The old velox_exec_test had a custom TIMEOUT 6000 (100 minutes) via set_tests_properties, with a comment referencing issue #13879. This has been replaced by a global --timeout 900 (15 minutes). While individual split tests should run faster, the PR description notes SpillerTest needs 12+ minutes. If SpillerTest approaches that limit, the 900s timeout could be tight. Consider:

Verifying velox_exec_SpillerTest completes well within 900s, or
Adding a per-test timeout override for it if needed

🟡 Suggestion: `VELOX_GFLAGS_URL` bypasses SHA256 verification

The new VELOX_GFLAGS_URL: file:///velox/deps-sources/gflags-v2.2.2.tar.gz (line 296) causes velox_resolve_dependency_url to clear the SHA256 checksum (see CMake/ResolveDependency.cmake:132). This is acceptable for CI using a pre-bundled file in the container image, but worth noting — the gflags tarball will not be integrity-verified during the build. Adding VELOX_GFLAGS_SHA256 with the known checksum would restore verification.

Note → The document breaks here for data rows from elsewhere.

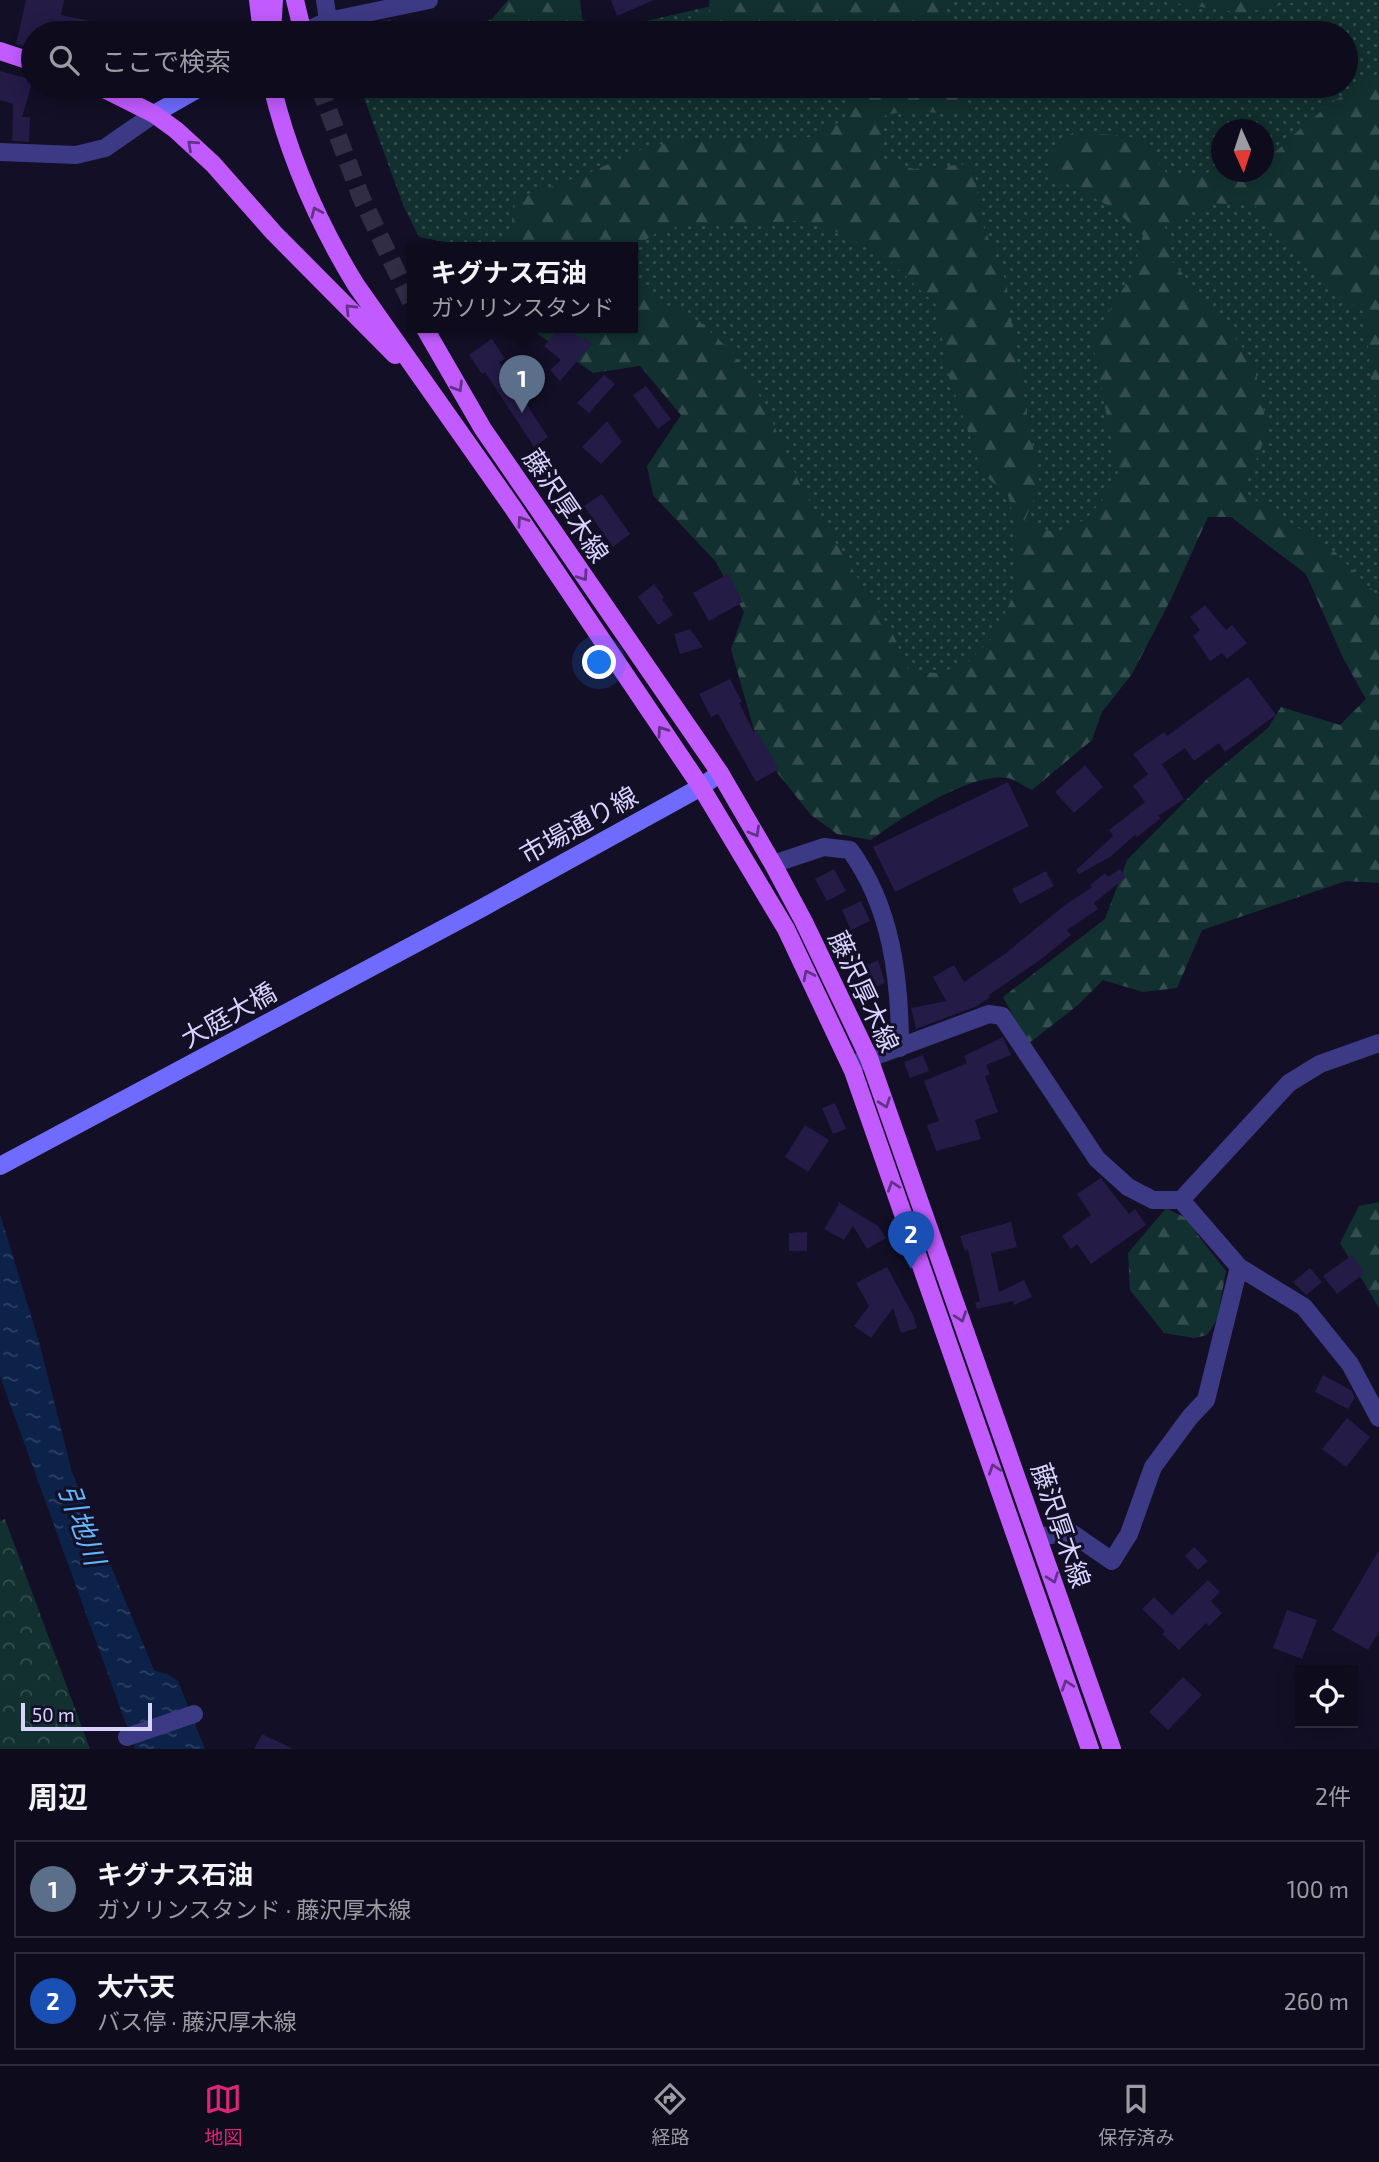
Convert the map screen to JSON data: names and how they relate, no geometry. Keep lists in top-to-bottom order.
{
  "streets": {
    "main road": ["藤沢厚木線"],
    "street": ["市場通り線", "大庭大橋"]
  },
  "crossings": [
    ["藤沢厚木線", "市場通り線"],
    ["市場通り線", "大庭大橋"]
  ],
  "water": ["引地川"],
  "scale_bar": "50 m",
  "north": "bottom",
  "page": {
    "search": "ここで検索",
    "popup": ["キグナス石油", "ガソリンスタンド"],
    "pins": ["1", "2"],
    "scale": "50 m",
    "heading": ["周辺", "2件"],
    "list": [
      {
        "mark": "1",
        "name": "キグナス石油",
        "note": "ガソリンスタンド · 藤沢厚木線",
        "value": "100 m"
      },
      {
        "mark": "2",
        "name": "大六天",
        "note": "バス停 · 藤沢厚木線",
        "value": "260 m"
      }
    ],
    "nav": ["地図", "経路", "保存済み"]
  }
}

🟢 Nitpick: OS label specificity

The adapters runner changed from 8-core-ubuntu-22.04 (pinned OS version) to 32-core-ubuntu (latest). This means the OS version could change across runs. This may be intentional, but differs from the original explicit pinning.

Positive Observations

The foreach-based CMake pattern is clean, maintainable, and easy to extend when new test files are added.
Correctly handling conditional tests (SpatialJoinTest, GeometryAggregateTest) outside the loop with their extra dependencies.
Including Main.cpp as a source file in each split binary (for exec/aggregates tests) is the right approach, avoiding a separate static library.
The PrestoQueryRunnerIntermediateTypeTransformTestBase.cpp base class inclusion in the util test loop is well-handled.
The ulimit -n 65536 addition is a good defensive measure for running many parallel test processes.
No test target name collisions between the velox_exec_* (main) and velox_exec_* (util) namespaces — verified that all util tests have PrestoQueryRunner* prefixed names.

CI is currently in progress: Linux Build using GCC |

claude · 2026-03-12T23:39:22Z

velox/exec/tests/CMakeLists.txt

+  set(TEST_TARGET "velox_exec_${TEST_NAME}")
+  add_executable(${TEST_TARGET} ${TEST_SOURCE} Main.cpp)
+  add_test(NAME ${TEST_TARGET} COMMAND ${TEST_TARGET} WORKING_DIRECTORY ${CMAKE_CURRENT_SOURCE_DIR})
+  target_link_libraries(${TEST_TARGET} ${VELOX_EXEC_TEST_DEPS})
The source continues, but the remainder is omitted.